How Salvator Mundi Became Art’s Biggest Gamble
The image of Jesus Christ holding a crystal orb is forever enshrined in the art world through the painting Salvator Mundi (Latin for “Savior of the World”), a piece believed by some to be a long-lost work of Leonardo da Vinci. Yet, this claim has been fiercely debated by experts. The auction house Christie’s acquired the controversial painting after it sold for a mere £45 in 1958, presumed to be just a copy. Many saw the risk of marketing it as a da Vinci, but auction executive Loic Gouzer recognized a rare opportunity. In 2017, Salvator Mundi was sold to a Saudi prince for $450.3 million, becoming the most expensive painting ever sold. Gouzer’s strategy demonstrates a bold approach that could revolutionize the business world – requiring exceptional skill, intellect, and deep market insight to pull off.
Loic Gouzer took an unconventional approach when selecting his target buyers. The controversy surrounding Salvator Mundi would easily deter traditional art enthusiasts intent on preserving history. Why would they buy a painting with its status as a da Vinci still widely disputed? Instead, Gouzer aimed for a different audience – tech billionaires and modern-day moguls. Such buyers often value personal brand and social status over historical authenticity. So, rather than placing the supposed Renaissance painting in a traditional Old Masters auction, he positioned it in a contemporary art auction, where he would attract the right buyers.
Realizing that contemporary auction placement alone wouldn’t suffice, Gouzer executed a masterful marketing strategy. The promotion couldn’t be bland or straightforward; facts and logic alone wouldn’t inspire the desired impact. Christie’s launched a campaign that emphasized the emotional and symbolic allure of the painting. In one promotional video, viewers are shown reacting with tears as they gaze upon the painting of Jesus Christ, evoking a sense of awe and reverence that resonated deeply. To elevate its grandiosity, they dubbed it the “Male Mona Lisa,” boldly comparing it to one of the most famous artworks in history.
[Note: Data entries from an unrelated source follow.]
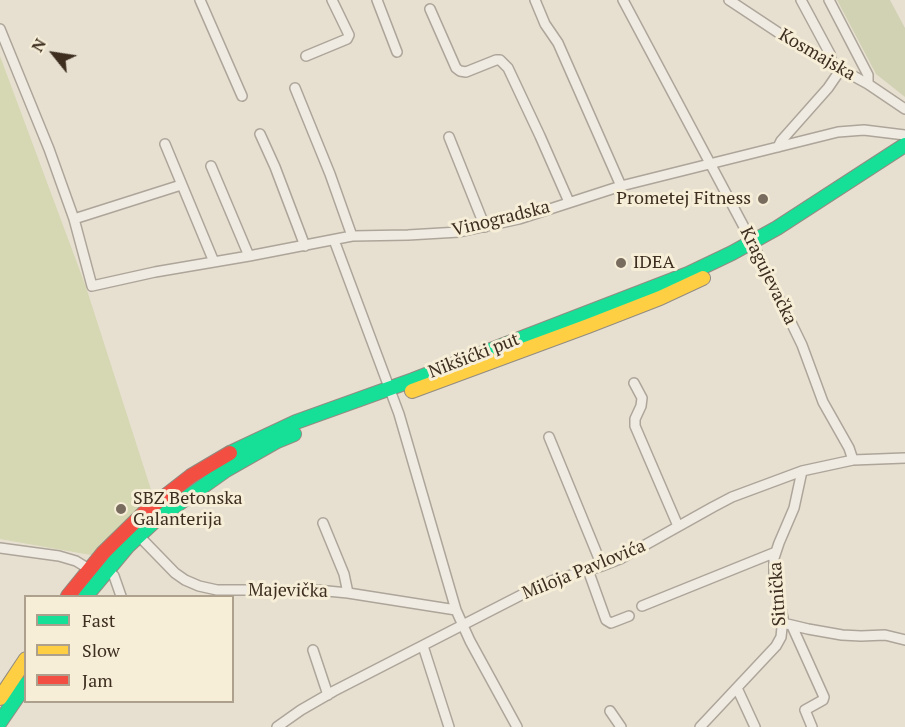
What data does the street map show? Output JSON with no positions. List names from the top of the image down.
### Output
{
  "streets": {
    "main road": ["Nikšićki put"],
    "street": [
      "Kosmajska",
      "Vinogradska",
      "Kragujevačka",
      "Miloja Pavlovića",
      "Majevička",
      "Sitnička"
    ]
  },
  "crossings": [
    ["Vinogradska", "Kragujevačka"],
    ["Kragujevačka", "Nikšićki put"],
    ["Kragujevačka", "Miloja Pavlovića"],
    ["Miloja Pavlovića", "Sitnička"]
  ],
  "places": ["Prometej Fitness", "IDEA", "SBZ Betonska Galanterija"],
  "legend": ["Fast", "Slow", "Jam"],
  "north": "top left"
}
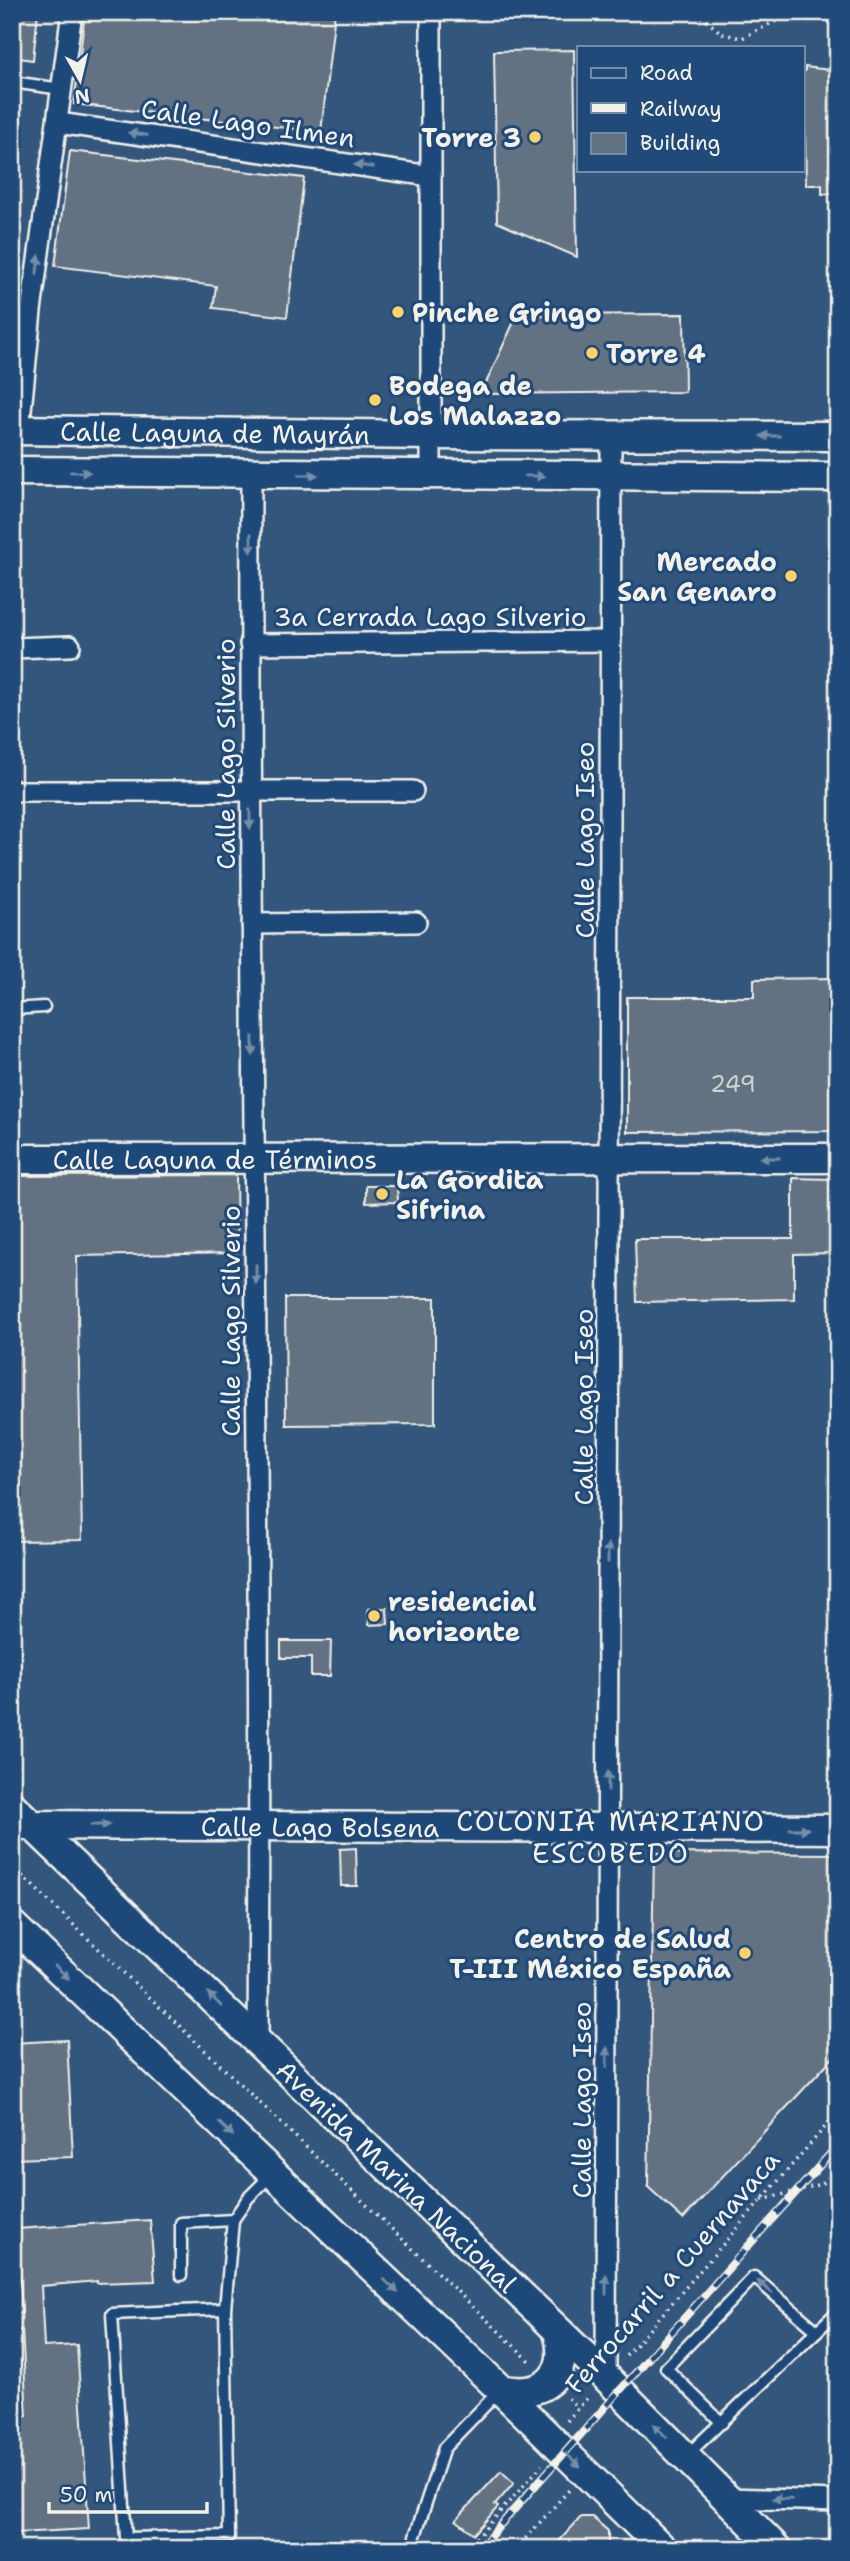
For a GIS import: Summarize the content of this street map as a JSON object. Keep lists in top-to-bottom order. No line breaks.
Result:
{"streets":{"street":["Calle Lago Ilmen","Calle Laguna de Mayrán","3a Cerrada Lago Silverio","Calle Lago Silverio","Calle Lago Iseo","Calle Laguna de Términos","Calle Lago Bolsena","Avenida Marina Nacional"],"path":["Ferrocarril a Cuernavaca"]},"crossings":[["Calle Laguna de Mayrán","Calle Lago Silverio"],["Calle Laguna de Mayrán","Calle Lago Iseo"],["3a Cerrada Lago Silverio","Calle Lago Silverio"],["3a Cerrada Lago Silverio","Calle Lago Iseo"],["Calle Lago Silverio","Calle Laguna de Términos"],["Calle Lago Silverio","Calle Lago Bolsena"],["Calle Lago Silverio","Avenida Marina Nacional"],["Calle Lago Iseo","Calle Laguna de Términos"],["Calle Lago Iseo","Calle Lago Bolsena"],["Calle Lago Iseo","Avenida Marina Nacional"],["Calle Lago Iseo","Ferrocarril a Cuernavaca"],["Calle Lago Bolsena","Avenida Marina Nacional"],["Avenida Marina Nacional","Ferrocarril a Cuernavaca"]],"one_way":["Calle Lago Ilmen","Calle Lago Silverio","Calle Lago Iseo","Calle Lago Bolsena"],"districts":["COLONIA MARIANO ESCOBEDO"],"places":["Torre 3","Pinche Gringo","Torre 4","Bodega de Los Malazzo","Mercado San Genaro","La Gordita Sifrina","residencial horizonte","Centro de Salud T-III México España"],"house_numbers":["249"],"legend":["Road","Railway","Building"],"scale_bar":"50 m","north":"bottom"}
Gouzer also incorporated psychological pricing into his strategy. He leveraged the anchoring effect, where individuals rely heavily on initial information in decision-making, by setting the opening bid at $100 million. This was an extremely high starting bid, especially given the painting’s questionable authenticity. Yet, rather than fixating on this radical move, the conversation shifted from “Is this painting authentic?” to “Is this painting worth $100 million?”
The results speak for themselves. Two bidders competed fiercely, pushing the final price to $450.3 million. The buyer, a Saudi prince, is rumored to have acted as a proxy for Crown Prince Mohammad Bin Salman, presumably the painting’s true owner. This outcome further underscores the effectiveness of Gouzer’s strategy. To replicate such success, one must be willing to transgress conventional barriers and craft innovative strategies that resonate with the target audience. It’s like playing chess—only with financial returns on the line.